Exercise directions.
In the entries below, work out how many lines include "Negra", and write only that number.

····················

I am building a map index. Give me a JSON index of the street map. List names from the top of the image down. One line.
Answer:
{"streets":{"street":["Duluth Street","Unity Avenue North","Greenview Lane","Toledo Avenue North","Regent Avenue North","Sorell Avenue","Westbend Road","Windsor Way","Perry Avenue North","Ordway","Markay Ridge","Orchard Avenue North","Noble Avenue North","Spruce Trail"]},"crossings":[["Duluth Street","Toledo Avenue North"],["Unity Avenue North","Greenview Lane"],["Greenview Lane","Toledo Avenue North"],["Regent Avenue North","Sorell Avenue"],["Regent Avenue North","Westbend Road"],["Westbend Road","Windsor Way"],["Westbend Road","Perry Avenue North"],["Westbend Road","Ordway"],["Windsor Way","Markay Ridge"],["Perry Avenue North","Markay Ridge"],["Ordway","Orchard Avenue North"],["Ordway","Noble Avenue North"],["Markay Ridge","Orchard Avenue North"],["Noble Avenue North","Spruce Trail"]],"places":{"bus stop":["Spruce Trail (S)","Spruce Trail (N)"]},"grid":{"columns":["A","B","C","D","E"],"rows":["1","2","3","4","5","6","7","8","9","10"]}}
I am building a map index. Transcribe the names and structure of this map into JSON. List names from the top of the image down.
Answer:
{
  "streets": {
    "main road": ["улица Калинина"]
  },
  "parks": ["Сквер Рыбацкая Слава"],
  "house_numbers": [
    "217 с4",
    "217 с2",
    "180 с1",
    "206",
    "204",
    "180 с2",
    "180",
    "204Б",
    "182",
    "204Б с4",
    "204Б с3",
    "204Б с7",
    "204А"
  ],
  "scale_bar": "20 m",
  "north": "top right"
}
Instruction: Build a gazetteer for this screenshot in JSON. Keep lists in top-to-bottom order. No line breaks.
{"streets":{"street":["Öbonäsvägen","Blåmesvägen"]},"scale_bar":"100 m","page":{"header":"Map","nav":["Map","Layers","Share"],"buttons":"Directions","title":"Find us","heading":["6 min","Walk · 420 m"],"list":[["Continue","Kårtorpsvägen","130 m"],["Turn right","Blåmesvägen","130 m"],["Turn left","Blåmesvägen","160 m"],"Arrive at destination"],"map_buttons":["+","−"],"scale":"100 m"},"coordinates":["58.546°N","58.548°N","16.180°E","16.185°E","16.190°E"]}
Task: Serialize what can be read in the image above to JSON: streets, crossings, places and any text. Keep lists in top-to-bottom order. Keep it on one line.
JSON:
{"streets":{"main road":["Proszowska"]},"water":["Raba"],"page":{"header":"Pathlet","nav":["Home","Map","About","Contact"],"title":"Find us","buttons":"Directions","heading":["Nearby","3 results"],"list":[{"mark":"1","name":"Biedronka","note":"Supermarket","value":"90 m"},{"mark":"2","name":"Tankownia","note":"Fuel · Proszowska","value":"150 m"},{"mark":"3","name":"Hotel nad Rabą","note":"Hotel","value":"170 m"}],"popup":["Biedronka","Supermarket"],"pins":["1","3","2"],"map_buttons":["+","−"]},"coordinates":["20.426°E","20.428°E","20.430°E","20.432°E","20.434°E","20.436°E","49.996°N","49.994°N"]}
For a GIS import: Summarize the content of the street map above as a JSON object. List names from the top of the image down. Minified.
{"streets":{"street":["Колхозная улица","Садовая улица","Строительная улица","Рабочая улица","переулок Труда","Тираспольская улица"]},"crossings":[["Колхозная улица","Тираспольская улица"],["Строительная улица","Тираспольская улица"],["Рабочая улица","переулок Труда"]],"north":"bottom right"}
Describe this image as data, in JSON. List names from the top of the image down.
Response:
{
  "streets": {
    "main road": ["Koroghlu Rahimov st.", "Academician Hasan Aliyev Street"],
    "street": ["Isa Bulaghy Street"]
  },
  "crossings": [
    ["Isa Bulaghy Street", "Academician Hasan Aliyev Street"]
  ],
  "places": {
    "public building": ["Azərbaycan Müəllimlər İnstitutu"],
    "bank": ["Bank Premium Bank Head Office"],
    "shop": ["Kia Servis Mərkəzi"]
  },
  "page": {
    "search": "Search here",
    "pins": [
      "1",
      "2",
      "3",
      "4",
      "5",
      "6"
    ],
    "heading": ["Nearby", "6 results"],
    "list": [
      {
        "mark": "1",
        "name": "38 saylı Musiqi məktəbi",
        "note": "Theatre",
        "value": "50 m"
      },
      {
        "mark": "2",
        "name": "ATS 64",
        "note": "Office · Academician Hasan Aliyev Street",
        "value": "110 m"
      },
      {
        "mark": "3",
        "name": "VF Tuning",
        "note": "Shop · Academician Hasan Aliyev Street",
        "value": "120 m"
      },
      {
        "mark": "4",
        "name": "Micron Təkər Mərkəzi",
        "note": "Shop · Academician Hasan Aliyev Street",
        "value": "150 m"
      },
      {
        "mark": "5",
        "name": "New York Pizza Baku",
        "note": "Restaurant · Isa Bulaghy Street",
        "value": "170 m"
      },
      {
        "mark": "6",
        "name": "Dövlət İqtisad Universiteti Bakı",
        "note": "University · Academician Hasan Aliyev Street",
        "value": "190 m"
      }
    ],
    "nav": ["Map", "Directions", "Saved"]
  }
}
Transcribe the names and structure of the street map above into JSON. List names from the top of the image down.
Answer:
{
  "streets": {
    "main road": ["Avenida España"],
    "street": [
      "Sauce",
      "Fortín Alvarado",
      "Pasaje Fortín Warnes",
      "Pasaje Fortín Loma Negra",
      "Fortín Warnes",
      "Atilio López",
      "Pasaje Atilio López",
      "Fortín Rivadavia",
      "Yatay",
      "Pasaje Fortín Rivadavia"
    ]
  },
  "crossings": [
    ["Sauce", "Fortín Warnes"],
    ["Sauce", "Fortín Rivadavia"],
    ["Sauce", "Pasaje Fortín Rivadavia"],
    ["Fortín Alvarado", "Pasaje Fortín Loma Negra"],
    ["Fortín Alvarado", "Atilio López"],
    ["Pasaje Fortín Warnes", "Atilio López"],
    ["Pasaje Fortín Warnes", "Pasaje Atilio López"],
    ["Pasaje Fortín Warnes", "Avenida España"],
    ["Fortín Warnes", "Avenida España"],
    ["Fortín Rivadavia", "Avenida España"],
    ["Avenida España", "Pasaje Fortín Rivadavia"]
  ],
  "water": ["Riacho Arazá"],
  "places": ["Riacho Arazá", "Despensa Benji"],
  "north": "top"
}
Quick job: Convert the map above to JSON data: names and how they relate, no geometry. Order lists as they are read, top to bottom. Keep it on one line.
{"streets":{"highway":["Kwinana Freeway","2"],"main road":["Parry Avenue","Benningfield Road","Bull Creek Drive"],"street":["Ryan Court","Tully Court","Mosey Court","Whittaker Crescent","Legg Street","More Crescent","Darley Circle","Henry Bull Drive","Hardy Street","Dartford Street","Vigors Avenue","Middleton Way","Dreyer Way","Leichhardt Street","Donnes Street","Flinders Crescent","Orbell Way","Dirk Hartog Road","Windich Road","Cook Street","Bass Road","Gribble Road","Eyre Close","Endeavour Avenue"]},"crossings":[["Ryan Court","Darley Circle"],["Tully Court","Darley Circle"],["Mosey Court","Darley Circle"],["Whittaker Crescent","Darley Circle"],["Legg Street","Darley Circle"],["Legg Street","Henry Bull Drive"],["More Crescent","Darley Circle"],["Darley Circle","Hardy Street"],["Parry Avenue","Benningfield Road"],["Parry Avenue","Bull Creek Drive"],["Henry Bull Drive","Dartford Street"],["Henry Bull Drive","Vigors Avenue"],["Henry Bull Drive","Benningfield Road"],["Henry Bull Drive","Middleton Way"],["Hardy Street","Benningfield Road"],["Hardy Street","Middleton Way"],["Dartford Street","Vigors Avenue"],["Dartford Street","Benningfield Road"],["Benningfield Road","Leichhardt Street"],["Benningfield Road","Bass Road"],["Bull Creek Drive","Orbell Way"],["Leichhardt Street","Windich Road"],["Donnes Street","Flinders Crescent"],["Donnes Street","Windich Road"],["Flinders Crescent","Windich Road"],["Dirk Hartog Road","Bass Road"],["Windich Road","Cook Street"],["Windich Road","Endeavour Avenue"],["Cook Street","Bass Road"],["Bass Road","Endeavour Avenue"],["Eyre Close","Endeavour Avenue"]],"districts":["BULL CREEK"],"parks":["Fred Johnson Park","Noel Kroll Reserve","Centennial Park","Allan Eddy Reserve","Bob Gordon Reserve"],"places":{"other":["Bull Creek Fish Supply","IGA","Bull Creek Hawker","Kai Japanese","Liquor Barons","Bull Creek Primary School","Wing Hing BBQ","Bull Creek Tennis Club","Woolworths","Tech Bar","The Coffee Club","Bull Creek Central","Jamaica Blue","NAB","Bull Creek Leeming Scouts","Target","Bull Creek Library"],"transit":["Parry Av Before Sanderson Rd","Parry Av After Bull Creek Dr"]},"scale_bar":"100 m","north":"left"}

····················

Task response.
2